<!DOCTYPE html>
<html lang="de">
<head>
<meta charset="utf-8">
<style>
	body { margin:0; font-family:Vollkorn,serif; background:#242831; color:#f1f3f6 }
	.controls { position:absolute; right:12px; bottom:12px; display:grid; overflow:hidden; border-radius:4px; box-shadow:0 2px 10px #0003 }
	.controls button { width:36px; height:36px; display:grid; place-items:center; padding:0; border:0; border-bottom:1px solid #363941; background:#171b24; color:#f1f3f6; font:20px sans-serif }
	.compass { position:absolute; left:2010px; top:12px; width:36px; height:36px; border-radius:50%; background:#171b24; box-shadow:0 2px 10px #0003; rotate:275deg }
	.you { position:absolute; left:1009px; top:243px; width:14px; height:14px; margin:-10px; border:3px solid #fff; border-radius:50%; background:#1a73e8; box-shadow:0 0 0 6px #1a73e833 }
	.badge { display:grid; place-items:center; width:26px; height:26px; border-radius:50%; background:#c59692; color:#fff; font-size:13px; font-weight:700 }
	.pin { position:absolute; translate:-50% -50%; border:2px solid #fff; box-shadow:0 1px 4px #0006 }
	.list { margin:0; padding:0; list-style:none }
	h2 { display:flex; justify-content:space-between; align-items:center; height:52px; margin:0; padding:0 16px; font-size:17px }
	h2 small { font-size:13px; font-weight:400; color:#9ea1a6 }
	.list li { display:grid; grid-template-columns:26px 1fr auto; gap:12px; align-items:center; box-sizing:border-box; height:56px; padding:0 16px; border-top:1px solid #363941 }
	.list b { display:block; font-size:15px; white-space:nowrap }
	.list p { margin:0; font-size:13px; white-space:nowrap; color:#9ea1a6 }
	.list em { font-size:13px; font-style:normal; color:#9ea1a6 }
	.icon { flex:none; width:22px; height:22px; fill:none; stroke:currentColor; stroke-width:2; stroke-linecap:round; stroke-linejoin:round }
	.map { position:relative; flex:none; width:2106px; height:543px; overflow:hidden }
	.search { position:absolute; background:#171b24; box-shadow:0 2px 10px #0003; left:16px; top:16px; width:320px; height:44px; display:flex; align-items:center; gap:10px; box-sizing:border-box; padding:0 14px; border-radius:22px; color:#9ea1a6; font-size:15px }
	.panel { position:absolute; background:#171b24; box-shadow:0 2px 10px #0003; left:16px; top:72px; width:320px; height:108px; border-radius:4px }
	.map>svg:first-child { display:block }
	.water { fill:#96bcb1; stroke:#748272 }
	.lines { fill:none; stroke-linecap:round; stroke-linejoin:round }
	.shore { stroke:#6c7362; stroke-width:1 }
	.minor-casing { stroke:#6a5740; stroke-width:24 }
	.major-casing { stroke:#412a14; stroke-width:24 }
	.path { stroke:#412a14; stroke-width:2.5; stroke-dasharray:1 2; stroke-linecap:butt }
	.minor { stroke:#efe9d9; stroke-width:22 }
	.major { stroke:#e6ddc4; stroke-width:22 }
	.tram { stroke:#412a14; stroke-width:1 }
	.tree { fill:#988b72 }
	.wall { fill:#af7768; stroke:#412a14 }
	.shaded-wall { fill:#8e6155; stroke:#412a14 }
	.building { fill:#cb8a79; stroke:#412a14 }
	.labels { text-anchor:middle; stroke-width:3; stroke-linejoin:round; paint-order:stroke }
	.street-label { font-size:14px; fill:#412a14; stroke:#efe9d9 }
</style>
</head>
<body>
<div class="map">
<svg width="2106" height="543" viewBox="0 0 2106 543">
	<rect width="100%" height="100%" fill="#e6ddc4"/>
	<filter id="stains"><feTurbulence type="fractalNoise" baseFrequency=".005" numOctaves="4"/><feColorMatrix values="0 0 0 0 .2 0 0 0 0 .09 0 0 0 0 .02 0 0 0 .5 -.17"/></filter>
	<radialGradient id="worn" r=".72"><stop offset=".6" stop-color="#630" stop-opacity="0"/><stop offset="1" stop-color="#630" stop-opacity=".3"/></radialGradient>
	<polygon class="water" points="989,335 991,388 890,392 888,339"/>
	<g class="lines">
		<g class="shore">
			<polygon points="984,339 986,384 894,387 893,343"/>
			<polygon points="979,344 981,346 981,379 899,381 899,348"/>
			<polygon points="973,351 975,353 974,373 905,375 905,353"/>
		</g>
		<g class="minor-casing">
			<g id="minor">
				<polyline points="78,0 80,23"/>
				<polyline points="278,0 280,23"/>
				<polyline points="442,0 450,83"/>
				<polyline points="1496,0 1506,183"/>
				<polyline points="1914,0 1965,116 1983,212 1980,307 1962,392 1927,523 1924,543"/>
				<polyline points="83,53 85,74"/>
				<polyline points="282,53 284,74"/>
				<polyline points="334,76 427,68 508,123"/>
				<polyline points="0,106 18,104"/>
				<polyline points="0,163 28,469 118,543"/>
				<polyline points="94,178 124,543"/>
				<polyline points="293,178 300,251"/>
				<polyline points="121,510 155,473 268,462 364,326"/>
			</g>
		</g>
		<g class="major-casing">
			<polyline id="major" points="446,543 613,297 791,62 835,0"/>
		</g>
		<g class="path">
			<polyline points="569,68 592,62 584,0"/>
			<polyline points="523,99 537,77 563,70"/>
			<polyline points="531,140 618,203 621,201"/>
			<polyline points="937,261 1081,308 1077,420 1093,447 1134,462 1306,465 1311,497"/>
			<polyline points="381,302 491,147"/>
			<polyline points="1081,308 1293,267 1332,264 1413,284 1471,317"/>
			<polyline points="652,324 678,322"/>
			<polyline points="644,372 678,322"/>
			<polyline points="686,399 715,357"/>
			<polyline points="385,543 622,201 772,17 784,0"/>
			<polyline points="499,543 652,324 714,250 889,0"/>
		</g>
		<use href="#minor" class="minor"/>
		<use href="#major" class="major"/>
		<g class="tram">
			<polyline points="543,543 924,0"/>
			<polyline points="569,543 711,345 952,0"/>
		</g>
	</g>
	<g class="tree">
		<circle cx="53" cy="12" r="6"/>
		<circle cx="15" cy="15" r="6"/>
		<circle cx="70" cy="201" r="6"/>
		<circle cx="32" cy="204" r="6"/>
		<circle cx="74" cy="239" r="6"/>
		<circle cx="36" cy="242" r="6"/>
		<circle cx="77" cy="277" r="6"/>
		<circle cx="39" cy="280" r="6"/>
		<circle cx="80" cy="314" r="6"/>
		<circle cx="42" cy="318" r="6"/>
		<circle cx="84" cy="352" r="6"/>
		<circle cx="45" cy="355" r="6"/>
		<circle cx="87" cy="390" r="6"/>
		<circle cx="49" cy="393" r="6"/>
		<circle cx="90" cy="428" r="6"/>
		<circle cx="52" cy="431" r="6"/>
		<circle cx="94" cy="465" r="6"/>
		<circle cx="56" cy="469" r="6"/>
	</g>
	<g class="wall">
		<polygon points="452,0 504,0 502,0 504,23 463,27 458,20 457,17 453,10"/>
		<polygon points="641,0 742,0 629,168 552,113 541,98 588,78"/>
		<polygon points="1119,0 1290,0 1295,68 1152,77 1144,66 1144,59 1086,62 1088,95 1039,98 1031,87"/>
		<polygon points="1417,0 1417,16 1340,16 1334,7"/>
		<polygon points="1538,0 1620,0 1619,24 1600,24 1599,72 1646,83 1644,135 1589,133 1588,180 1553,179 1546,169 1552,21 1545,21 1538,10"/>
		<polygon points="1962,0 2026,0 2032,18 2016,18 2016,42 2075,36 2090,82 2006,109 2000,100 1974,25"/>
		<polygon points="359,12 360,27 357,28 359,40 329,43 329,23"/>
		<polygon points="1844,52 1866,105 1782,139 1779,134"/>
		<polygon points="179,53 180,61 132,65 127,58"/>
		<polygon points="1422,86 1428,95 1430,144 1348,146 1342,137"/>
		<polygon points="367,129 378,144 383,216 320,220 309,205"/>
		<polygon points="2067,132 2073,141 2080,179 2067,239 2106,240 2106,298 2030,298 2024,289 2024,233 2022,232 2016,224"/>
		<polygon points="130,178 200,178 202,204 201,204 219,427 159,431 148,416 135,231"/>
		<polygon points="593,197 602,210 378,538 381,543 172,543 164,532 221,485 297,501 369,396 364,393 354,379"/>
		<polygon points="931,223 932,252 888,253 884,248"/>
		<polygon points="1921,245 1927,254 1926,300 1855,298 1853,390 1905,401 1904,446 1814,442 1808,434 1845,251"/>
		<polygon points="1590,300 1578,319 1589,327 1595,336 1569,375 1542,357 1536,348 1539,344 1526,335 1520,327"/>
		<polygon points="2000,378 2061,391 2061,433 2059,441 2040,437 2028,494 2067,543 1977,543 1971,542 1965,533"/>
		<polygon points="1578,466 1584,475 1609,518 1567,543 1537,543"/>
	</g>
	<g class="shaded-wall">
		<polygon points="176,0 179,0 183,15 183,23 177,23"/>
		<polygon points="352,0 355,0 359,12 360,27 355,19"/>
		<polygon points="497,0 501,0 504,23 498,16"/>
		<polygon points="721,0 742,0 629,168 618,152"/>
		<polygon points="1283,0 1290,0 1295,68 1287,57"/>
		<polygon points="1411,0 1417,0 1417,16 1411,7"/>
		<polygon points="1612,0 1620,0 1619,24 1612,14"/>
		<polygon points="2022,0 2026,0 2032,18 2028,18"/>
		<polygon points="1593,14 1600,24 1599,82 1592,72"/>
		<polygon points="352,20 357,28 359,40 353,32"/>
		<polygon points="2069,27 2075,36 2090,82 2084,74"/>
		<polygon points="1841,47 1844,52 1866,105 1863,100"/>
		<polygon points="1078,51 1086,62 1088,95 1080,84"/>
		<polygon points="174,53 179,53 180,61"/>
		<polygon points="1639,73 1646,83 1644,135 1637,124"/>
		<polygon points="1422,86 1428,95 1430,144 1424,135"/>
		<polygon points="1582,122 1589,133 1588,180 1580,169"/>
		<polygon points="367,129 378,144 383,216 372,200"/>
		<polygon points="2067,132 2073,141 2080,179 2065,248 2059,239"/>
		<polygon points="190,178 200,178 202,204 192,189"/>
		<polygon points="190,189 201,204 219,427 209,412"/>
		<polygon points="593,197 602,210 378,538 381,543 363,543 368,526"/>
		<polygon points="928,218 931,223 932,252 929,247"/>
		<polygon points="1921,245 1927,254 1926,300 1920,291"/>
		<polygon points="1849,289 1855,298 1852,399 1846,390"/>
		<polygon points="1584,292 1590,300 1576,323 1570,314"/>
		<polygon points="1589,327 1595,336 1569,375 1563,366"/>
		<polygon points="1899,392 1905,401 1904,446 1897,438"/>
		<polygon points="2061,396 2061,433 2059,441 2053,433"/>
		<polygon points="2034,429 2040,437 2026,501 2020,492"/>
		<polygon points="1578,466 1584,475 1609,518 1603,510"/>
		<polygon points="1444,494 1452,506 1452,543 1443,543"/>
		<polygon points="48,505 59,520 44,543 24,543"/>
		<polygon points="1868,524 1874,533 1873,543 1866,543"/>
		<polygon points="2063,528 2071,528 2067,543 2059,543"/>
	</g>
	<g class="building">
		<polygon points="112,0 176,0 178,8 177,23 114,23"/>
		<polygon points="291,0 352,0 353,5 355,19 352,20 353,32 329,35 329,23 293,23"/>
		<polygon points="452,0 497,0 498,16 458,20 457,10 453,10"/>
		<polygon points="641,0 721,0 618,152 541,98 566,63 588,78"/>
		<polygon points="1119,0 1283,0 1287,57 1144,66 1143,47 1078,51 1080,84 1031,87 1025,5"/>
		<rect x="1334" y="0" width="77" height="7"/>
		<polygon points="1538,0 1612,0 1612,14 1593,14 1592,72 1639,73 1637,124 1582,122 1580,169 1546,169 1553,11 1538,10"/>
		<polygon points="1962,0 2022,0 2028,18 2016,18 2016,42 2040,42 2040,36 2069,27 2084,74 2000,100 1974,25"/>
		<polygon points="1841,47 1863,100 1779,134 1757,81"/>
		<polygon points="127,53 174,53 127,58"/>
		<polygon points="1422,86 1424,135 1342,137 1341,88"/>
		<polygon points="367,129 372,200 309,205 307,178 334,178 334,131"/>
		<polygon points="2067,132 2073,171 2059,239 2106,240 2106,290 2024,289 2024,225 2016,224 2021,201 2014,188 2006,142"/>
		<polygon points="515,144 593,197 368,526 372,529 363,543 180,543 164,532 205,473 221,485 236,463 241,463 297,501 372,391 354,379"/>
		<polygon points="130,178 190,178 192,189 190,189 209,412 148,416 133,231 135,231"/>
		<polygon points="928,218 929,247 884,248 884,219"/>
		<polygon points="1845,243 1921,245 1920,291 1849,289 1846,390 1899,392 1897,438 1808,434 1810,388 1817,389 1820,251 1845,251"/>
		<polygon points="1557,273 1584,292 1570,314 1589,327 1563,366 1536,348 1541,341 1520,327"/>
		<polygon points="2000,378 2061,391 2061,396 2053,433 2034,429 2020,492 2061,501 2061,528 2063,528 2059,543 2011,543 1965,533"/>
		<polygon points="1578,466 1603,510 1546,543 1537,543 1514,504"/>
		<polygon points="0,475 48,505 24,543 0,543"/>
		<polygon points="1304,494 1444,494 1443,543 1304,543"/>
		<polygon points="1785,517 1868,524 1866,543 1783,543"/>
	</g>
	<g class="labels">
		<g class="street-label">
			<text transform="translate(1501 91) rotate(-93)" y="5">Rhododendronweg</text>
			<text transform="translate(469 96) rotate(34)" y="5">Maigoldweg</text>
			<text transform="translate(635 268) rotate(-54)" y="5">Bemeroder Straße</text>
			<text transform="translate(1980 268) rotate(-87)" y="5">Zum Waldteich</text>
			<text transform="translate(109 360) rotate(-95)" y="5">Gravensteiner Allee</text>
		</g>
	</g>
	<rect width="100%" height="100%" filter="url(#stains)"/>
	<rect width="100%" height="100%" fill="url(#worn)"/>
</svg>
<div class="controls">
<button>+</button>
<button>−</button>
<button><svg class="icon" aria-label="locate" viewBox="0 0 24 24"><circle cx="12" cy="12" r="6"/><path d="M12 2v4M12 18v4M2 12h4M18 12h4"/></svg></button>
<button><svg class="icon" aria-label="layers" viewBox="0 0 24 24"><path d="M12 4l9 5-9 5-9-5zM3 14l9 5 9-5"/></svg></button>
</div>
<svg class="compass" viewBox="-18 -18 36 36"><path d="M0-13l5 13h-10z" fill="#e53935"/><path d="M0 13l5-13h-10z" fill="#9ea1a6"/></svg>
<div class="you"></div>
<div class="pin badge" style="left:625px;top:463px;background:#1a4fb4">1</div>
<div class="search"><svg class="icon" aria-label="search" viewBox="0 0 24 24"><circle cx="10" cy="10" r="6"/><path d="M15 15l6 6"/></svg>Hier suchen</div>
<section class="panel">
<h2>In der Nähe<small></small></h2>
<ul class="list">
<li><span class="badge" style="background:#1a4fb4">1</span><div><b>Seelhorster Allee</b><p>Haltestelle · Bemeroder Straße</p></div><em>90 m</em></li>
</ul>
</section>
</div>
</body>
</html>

::::::::::

■ EXERCISE PROMPT
The answer is the run of lines above from the line containing "display:grid; place-items:center; width:26px;" through the line containing "margin:0; font-size:13px; white-space:nowrap;", copied exactly and alone.

■ ANSWER TO THE EXERCISE
	.badge { display:grid; place-items:center; width:26px; height:26px; border-radius:50%; background:#c59692; color:#fff; font-size:13px; font-weight:700 }
	.pin { position:absolute; translate:-50% -50%; border:2px solid #fff; box-shadow:0 1px 4px #0006 }
	.list { margin:0; padding:0; list-style:none }
	h2 { display:flex; justify-content:space-between; align-items:center; height:52px; margin:0; padding:0 16px; font-size:17px }
	h2 small { font-size:13px; font-weight:400; color:#9ea1a6 }
	.list li { display:grid; grid-template-columns:26px 1fr auto; gap:12px; align-items:center; box-sizing:border-box; height:56px; padding:0 16px; border-top:1px solid #363941 }
	.list b { display:block; font-size:15px; white-space:nowrap }
	.list p { margin:0; font-size:13px; white-space:nowrap; color:#9ea1a6 }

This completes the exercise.